(Recorded data)
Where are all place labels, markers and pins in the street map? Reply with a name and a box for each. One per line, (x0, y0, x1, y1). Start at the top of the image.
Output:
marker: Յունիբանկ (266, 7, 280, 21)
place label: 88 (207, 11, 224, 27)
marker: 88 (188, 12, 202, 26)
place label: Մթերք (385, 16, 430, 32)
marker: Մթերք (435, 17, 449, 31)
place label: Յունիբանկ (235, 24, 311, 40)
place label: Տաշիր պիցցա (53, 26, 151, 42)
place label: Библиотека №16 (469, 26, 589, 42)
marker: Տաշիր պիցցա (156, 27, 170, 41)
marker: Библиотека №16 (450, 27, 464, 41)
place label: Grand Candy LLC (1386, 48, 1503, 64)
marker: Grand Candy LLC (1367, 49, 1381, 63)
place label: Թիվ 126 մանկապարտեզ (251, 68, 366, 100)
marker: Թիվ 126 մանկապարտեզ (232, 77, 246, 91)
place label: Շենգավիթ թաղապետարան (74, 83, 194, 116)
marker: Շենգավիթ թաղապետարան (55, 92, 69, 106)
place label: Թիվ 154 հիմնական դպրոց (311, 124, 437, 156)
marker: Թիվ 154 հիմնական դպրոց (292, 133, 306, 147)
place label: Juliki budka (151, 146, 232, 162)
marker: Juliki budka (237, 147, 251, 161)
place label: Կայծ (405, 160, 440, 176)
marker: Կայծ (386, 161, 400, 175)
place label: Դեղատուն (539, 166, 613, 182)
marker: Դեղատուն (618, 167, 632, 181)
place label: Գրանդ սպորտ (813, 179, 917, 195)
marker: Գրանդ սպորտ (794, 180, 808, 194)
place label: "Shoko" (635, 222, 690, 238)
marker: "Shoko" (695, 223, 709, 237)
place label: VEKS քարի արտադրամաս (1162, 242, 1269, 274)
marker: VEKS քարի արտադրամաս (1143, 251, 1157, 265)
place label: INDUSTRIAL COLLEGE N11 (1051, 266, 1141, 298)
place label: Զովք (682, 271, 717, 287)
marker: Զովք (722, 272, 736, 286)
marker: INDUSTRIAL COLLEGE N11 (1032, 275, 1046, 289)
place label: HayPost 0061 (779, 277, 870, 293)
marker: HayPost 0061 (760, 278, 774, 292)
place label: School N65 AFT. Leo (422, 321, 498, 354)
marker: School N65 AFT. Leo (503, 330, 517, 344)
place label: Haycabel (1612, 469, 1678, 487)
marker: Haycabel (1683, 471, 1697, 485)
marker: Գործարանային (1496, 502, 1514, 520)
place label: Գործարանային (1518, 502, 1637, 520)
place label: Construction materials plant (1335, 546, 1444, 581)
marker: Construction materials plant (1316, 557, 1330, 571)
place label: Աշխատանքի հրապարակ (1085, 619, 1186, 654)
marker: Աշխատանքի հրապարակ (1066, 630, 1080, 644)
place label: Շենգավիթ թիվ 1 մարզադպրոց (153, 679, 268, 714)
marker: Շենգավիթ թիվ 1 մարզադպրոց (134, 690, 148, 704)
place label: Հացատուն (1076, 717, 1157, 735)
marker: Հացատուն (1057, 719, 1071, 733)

What the task requires
Taking the records as a whole, report how many of their lines include the word "Զովք". Nothing but the number is wanted.

The completed task
2